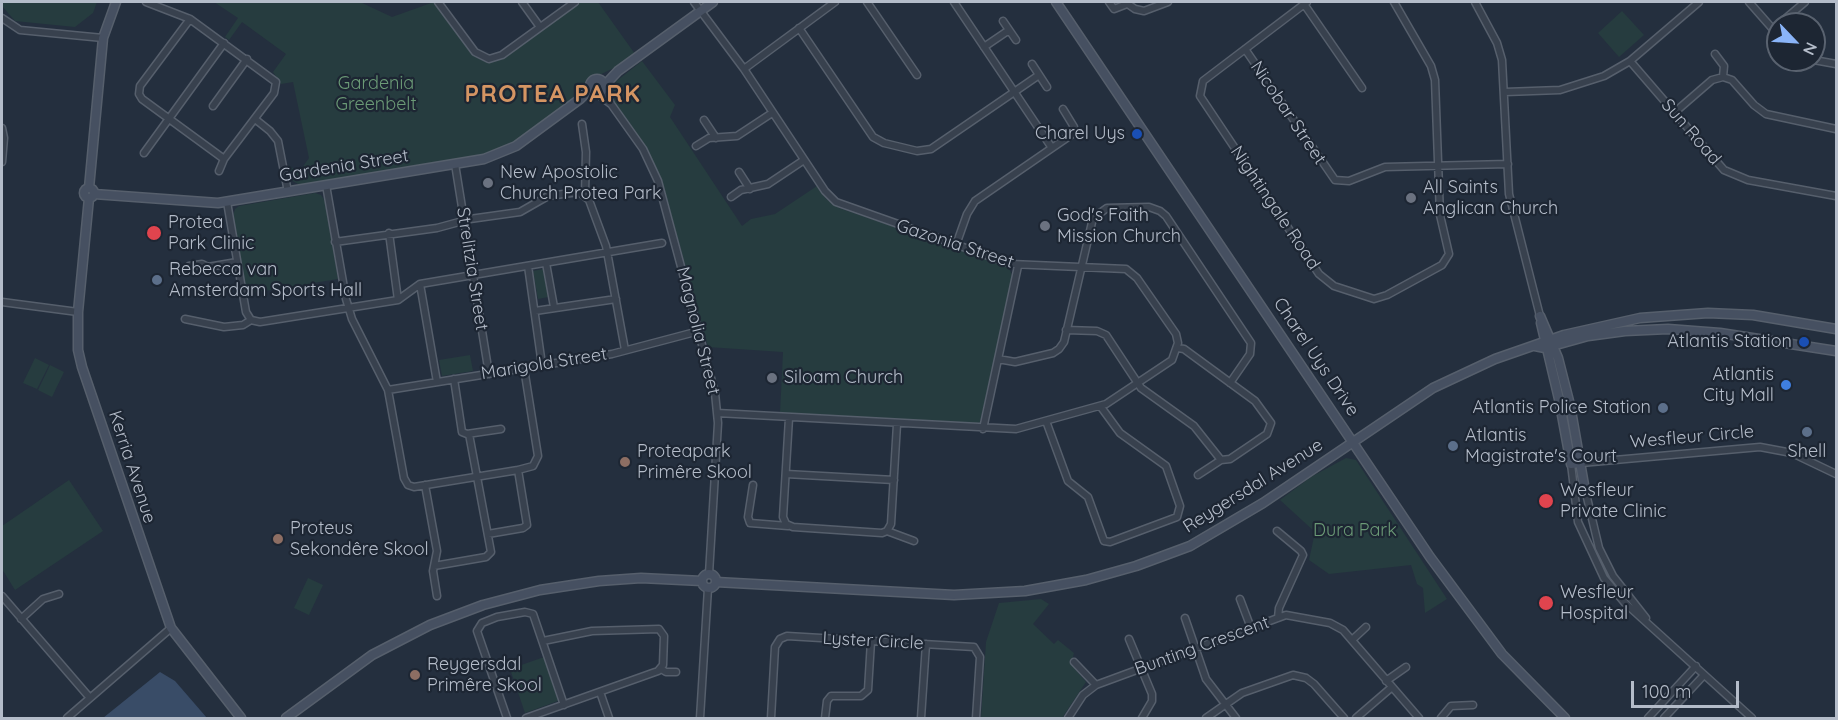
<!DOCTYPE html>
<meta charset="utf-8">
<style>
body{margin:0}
#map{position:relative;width:1838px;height:720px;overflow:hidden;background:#242f3e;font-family:Quicksand,sans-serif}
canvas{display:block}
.frame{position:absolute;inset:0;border:3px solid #b4bcc9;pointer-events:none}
.north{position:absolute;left:1766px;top:12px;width:60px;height:60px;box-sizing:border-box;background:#1d2633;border:2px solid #59626f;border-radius:50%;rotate:115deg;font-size:16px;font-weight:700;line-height:24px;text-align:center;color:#b4bcc9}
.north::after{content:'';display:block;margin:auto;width:21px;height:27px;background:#8ab4f8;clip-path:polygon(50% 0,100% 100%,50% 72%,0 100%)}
.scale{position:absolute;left:1631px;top:681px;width:108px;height:27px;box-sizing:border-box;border:3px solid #b4bcc9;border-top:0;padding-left:8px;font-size:18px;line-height:21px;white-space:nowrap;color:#b4bcc9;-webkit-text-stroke:4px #1d2633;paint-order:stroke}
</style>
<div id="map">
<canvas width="1838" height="720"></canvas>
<div class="frame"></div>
<div class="north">N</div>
<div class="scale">100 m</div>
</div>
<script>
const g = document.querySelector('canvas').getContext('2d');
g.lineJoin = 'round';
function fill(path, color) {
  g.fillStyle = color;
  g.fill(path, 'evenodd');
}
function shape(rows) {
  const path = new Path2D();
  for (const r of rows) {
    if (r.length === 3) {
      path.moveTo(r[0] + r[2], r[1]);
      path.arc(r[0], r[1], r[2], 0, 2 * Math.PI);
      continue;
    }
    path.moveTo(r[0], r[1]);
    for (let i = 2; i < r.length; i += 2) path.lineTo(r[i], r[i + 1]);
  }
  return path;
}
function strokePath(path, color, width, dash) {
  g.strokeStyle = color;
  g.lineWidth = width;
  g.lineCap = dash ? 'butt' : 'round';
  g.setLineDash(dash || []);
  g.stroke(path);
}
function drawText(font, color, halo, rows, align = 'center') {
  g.font = font + ' Quicksand,sans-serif';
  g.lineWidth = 4.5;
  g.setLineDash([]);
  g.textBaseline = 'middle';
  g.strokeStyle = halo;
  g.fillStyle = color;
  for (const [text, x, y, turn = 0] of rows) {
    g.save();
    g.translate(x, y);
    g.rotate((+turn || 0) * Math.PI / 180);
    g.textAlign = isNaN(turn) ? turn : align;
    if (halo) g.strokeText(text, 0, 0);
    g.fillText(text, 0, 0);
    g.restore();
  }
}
const green = shape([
 [2,2,97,2,93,13,75,27,15,21,2,6],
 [214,2,360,2,392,17,434,2,472,53,480,59,490,62,506,57,581,2,598,2,635,54,618,66,591,79,570,101,507,147,483,155,300,185,291,180,288,165,299,172,309,158,293,82,281,84,273,72,286,54,242,22,229,40,225,37,238,18],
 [1622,11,1644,35,1619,57,1598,33],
 [642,61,675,105,670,117,742,226,751,219,775,214,817,186,826,199,839,208,1008,266,1013,277,980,422,974,425,780,413,783,352,708,347,661,178,644,145,611,98,614,83],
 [315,193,321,195,325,201,338,279,246,294,233,216,235,209,239,206],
 [543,269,548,297,538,299,533,271],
 [470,355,473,371,442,376,439,360],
 [35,358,49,365,37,389,23,383],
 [50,365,64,372,52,397,38,390],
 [1346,458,1356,460,1447,599,1425,613,1423,588,1417,584,1411,565,1329,574,1309,560,1315,532,1280,500,1311,477],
 [69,480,103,531,15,590,2,569,2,526],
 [308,578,323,585,309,615,294,608],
 [1041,599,1049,604,1033,624,1054,644,1058,640,1074,653,1072,661,1074,668,1086,682,1062,718,981,718,986,642,999,603],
 [544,657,558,701,525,713,510,669]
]);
const water = shape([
 [160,672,175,681,207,718,103,718]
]);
const street = shape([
 [146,2,190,19,276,82,274,93,224,159,219,171],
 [438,2,475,52,489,59,502,55,575,2],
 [522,2,540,27],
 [694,2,744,69,825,191,836,202,1011,264,1126,269,1137,278,1176,334,1178,343,1172,360,1106,404,1016,429,717,413],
 [867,2,917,75],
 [954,2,1052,148,975,201,967,214,956,245],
 [1109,2,1114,9,1127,4],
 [1125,2,1135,9,1144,11,1168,2],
 [1307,2,1203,81,1200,96,1319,274,1334,286,1374,299,1387,295,1442,265,1449,254,1440,215,1435,80,1431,66,1394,2],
 [1475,2,1497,43,1502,60,1509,194,1540,316],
 [1749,2,1778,35],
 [1304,4,1362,88],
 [2,18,20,30,103,38],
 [190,19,140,86,139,94,142,99,224,159],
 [1003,21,1016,40],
 [1779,24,1805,2],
 [799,28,873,137,884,143,917,151,931,149,1039,75],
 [984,47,1009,30],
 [1245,49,1335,180,1349,181,1385,167,1508,164],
 [1715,54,1724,66,1723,77],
 [1814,60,1836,64],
 [1630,61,1724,170,1748,180,1836,196],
 [1032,64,1047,87],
 [744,69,835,2],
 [604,89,611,104,643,149,658,181,715,393,718,423,709,574],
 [1505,92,1560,90,1604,76,1630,61,1699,2],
 [596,93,611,104],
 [213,106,247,59],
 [1675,112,1712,80,1723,77,1732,80,1754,105,1766,114,1836,129],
 [255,119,270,131,278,141,288,192],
 [704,120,716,138],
 [582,124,586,152,585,195],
 [2,128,4,138,2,162],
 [696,146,709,138,737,136,772,113],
 [1052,148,1074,133,1074,127,1063,109],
 [144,153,224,43],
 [455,164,489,374],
 [739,172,750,189],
 [326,185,346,299,352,319,388,390,612,354,699,331],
 [731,197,741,190,768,184,804,160],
 [227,202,246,312,251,320],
 [389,233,398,300],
 [335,242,437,228,470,219,520,212,548,196,579,192,589,200,606,246,625,350],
 [546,263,554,307],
 [189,266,202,264,208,267,237,262],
 [528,266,542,365],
 [420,284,437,382],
 [2,302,78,312],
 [535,311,616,299],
 [185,319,224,327,243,325,251,320],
 [251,320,260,322,398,300,420,284,662,243],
 [1066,330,1097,331,1106,335,1141,388,1194,426,1221,460],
 [1178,348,1184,349,1255,401,1271,423,1267,434,1230,459,1221,460,1198,475],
 [998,359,1015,362,1053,353,1059,349,1064,342,1093,218,1107,208,1149,207,1160,211,1166,216,1251,343,1250,354,1230,383],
 [454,379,462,432,467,434,501,429],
 [388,390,404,478,408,485,414,487,518,470,533,466,538,456,524,368],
 [789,418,783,517,786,524,793,527,882,533,887,531,891,524,897,424],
 [1046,421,1068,481,1088,497,1104,541,1110,542,1177,517,1180,506,1166,466,1120,433,1101,407],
 [983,429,1018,266],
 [1581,463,1760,447,1792,453,1836,474],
 [1571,464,1578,522,1604,578,1625,603,1752,718],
 [786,474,894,480],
 [425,485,437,551,433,571,437,596],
 [753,485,748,517,750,523,788,526],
 [1584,485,1599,548,1613,576,1646,618],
 [887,531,914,541],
 [1277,531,1301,551,1303,555,1279,608,1278,618],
 [488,534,523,528,527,525,518,470],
 [434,566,486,557,491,552,469,434],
 [2,596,90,698],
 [1240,599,1251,628],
 [1185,618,1206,679,1236,718],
 [21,619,43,599,59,594],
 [1129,639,1152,694,1152,701,1142,718],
 [1352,640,1366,627],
 [1074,662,1096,685],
 [661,669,666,672,676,672],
 [1386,681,1406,667],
 [600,692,609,718],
 [67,718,171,628],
 [507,718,477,631,482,623,497,617,525,612,533,614,564,705],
 [526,718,658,671,663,665,664,636,659,629,592,631,543,641],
 [700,718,708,588],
 [771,718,775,647,780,639,787,636,974,647,980,657,976,718],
 [825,718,827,701,831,696,861,696,868,690,871,641],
 [921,718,926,644],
 [1068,718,1083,695,1096,685,1286,615,1330,623,1343,630,1419,718],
 [1206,718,1242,693,1293,675,1306,678,1314,684,1344,718],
 [1356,718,1392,687],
 [1441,718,1451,706,1473,705],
 [1648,718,1696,666],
 [1664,718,1704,675]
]);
const secondary = shape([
 [1056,2,1430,557,1502,654,1565,718],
 [597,86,7],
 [604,86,618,71,713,2],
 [89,193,5],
 [89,188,103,38,116,2],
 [94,194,218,203,484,159,516,146,580,99,591,88],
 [89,198,78,312,78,350,82,367,171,628,241,718],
 [1540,316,1558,358,1570,405,1584,485],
 [1541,323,1559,399,1571,464,1581,463],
 [1535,346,1545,348,1588,336,1625,331,1668,329,1720,333,1836,351],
 [709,581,7],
 [716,582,954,595,1025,591,1086,580,1136,566,1190,546,1263,503,1433,388,1495,359,1564,335,1640,318,1708,313,1753,315,1836,329],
 [286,718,372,655,430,625,483,605,540,590,599,581,641,578,702,581]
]);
const markers = [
 [1137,134,6,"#1a4fb4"],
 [488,183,6,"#6b7280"],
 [1411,198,6,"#6b7280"],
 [1045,226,6,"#6b7280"],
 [154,233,8,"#e0444e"],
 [157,280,6,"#5c6f8a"],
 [1804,342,6,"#1a4fb4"],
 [772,378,6,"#6b7280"],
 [1786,385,6,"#3f7fe0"],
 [1663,408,6,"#5c6f8a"],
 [1807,432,6,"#5c6f8a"],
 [1453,446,6,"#5c6f8a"],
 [625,462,6,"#8d6e63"],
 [1546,501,8,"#e0444e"],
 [278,539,6,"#8d6e63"],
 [1546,603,8,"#e0444e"],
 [415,675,6,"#8d6e63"]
];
const parkNames = [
 ["Gardenia",376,84],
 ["Greenbelt",376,105],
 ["Dura Park",1355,531]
];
const streetNames = [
 ["Nicobar Street",1288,113,56],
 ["Sun Road",1691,132,49],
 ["Gardenia Street",344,166,-9],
 ["Nightingale Road",1275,208,56],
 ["Gazonia Street",955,244,18],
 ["Strelitzia Street",472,269,81],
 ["Magnolia Street",698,331,76],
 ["Charel Uys Drive",1316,357,56],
 ["Marigold Street",544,364,-9],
 ["Wesfleur Circle",1692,437,-5],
 ["Kerria Avenue",132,467,72],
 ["Reygersdal Avenue",1253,486,-32],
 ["Lyster Circle",873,641,3],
 ["Bunting Crescent",1202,646,-20]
];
const poiNames = [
 ["Charel Uys",1125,134,"right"],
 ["New Apostolic",500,173],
 ["Church Protea Park",500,194],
 ["All Saints",1423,188],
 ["Anglican Church",1423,209],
 ["God's Faith",1057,216],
 ["Mission Church",1057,237],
 ["Protea",168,223],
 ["Park Clinic",168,244],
 ["Rebecca van",169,270],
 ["Amsterdam Sports Hall",169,291],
 ["Atlantis Station",1792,342,"right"],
 ["Atlantis",1774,375,"right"],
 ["City Mall",1774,396,"right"],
 ["Siloam Church",784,378],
 ["Atlantis Police Station",1651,408,"right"],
 ["Atlantis",1465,436],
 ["Magistrate's Court",1465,457],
 ["Proteapark",637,452],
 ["Primêre Skool",637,473],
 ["Shell",1807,452,"center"],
 ["Wesfleur",1560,491],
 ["Private Clinic",1560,512],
 ["Proteus",290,529],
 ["Sekondêre Skool",290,550],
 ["Wesfleur",1560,593],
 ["Hospital",1560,614],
 ["Reygersdal",427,665],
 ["Primêre Skool",427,686]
];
const districtNames = [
 ["PROTEA PARK",553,95]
];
fill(green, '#263c3f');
fill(water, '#394c67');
strokePath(street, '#565f6c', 9);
strokePath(secondary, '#565f6c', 11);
strokePath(street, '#38414e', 6);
strokePath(secondary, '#465061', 8);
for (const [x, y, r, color] of markers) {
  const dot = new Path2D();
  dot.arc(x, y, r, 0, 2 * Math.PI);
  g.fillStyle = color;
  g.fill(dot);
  strokePath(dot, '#1d2633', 2);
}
drawText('18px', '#6b9a76', '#1d2633', parkNames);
drawText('18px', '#b4bcc9', '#1d2633', streetNames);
drawText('18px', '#b4bcc9', '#1d2633', poiNames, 'left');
g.letterSpacing = '1.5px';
drawText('bold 24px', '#d59563', '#1d2633', districtNames);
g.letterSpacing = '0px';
</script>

(WHAT IS REQUIRED):
The required output is each line of the entries that contains the word "Math".

(RESULT FOR THIS TASK):
      path.arc(r[0], r[1], r[2], 0, 2 * Math.PI);
    g.rotate((+turn || 0) * Math.PI / 180);
  dot.arc(x, y, r, 0, 2 * Math.PI);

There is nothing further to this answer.